───── Records shown

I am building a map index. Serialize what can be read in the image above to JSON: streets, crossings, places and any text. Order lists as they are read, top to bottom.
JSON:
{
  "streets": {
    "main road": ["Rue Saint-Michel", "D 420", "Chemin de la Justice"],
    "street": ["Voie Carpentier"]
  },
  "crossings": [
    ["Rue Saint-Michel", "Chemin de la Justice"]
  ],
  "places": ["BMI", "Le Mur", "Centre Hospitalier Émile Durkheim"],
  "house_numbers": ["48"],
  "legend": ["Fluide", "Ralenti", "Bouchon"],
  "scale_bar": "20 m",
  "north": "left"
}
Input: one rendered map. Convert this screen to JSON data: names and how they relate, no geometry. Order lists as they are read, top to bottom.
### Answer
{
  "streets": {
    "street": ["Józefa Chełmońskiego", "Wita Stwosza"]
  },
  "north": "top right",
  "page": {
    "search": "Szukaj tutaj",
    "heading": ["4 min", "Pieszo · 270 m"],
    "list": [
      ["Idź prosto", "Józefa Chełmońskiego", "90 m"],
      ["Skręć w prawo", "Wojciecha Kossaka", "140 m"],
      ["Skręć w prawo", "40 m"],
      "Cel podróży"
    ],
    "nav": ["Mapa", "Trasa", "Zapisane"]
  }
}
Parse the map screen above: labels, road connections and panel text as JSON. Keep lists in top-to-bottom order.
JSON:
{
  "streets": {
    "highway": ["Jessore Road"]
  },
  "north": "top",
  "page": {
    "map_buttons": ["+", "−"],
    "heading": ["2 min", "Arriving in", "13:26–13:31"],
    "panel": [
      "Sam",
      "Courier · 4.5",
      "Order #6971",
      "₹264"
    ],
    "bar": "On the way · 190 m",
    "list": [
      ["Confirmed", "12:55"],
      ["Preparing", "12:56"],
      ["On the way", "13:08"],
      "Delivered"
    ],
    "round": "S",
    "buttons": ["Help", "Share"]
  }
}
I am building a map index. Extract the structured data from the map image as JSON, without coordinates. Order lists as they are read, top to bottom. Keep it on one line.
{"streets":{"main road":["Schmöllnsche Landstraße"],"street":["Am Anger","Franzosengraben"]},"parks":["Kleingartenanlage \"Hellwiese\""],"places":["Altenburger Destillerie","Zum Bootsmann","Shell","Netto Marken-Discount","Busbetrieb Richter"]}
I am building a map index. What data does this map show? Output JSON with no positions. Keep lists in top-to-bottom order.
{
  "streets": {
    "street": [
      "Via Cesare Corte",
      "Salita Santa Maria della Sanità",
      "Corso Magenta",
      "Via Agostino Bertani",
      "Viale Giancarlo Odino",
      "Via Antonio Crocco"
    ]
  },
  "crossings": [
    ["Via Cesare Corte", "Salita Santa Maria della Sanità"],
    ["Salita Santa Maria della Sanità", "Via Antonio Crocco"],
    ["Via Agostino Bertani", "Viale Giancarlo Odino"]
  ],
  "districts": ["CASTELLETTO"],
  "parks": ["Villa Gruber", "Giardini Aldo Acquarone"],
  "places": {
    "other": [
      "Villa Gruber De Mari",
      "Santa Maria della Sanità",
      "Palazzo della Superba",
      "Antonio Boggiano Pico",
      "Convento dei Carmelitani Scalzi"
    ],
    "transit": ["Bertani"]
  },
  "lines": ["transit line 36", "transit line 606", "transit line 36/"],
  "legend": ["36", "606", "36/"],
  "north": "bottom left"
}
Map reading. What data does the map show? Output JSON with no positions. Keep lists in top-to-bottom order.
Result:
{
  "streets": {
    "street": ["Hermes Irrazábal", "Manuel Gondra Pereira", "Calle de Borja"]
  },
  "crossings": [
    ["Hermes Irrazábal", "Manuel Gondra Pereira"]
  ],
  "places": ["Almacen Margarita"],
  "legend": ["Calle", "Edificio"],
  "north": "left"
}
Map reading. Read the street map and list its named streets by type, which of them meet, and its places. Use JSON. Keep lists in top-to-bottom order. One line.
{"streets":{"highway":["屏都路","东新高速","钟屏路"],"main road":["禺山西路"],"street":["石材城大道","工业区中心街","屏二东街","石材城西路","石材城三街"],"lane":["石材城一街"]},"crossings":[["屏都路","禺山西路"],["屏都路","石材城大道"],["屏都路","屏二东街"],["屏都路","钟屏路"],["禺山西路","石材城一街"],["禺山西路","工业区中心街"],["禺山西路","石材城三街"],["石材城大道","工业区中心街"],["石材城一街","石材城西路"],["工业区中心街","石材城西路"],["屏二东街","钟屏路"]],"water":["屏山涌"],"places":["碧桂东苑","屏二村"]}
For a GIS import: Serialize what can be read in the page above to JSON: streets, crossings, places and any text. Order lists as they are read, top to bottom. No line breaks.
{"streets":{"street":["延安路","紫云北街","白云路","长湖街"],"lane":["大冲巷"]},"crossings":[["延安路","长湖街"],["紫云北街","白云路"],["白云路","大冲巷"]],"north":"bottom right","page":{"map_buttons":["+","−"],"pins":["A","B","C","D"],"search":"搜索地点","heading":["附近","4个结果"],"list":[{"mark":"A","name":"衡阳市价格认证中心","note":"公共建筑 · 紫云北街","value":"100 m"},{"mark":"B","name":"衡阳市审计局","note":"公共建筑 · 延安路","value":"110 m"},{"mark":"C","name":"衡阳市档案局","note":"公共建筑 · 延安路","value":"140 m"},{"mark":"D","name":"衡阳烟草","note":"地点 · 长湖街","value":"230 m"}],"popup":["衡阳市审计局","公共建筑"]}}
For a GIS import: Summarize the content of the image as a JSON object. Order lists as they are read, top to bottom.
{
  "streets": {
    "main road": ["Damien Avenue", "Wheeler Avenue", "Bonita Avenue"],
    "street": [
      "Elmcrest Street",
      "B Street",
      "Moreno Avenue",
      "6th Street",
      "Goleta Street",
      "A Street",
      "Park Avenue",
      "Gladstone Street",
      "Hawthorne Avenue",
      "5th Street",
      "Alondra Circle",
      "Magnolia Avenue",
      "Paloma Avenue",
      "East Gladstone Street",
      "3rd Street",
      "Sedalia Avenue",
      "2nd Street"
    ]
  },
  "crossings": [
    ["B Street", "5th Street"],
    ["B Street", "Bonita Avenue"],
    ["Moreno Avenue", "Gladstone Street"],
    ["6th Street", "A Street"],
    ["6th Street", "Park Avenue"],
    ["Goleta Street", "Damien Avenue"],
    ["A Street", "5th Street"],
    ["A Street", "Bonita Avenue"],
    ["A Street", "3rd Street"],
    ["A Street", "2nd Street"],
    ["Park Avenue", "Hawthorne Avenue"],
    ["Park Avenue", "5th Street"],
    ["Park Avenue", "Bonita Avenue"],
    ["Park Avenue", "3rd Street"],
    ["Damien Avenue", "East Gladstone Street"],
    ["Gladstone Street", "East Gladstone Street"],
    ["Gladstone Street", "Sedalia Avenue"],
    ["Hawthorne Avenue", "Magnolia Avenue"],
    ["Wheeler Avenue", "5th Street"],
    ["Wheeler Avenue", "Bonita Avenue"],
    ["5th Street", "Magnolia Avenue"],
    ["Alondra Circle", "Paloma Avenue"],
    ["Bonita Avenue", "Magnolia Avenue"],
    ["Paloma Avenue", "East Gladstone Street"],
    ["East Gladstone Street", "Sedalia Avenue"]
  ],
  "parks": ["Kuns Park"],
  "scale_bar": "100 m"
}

──────────

What needs to be done: Report every line of the records that contains the word "screen".

Answer to this problem:
Input: one rendered map. Convert this screen to JSON data: names and how they relate, no geometry. Order lists as they are read, top to bottom.
Parse the map screen above: labels, road connections and panel text as JSON. Keep lists in top-to-bottom order.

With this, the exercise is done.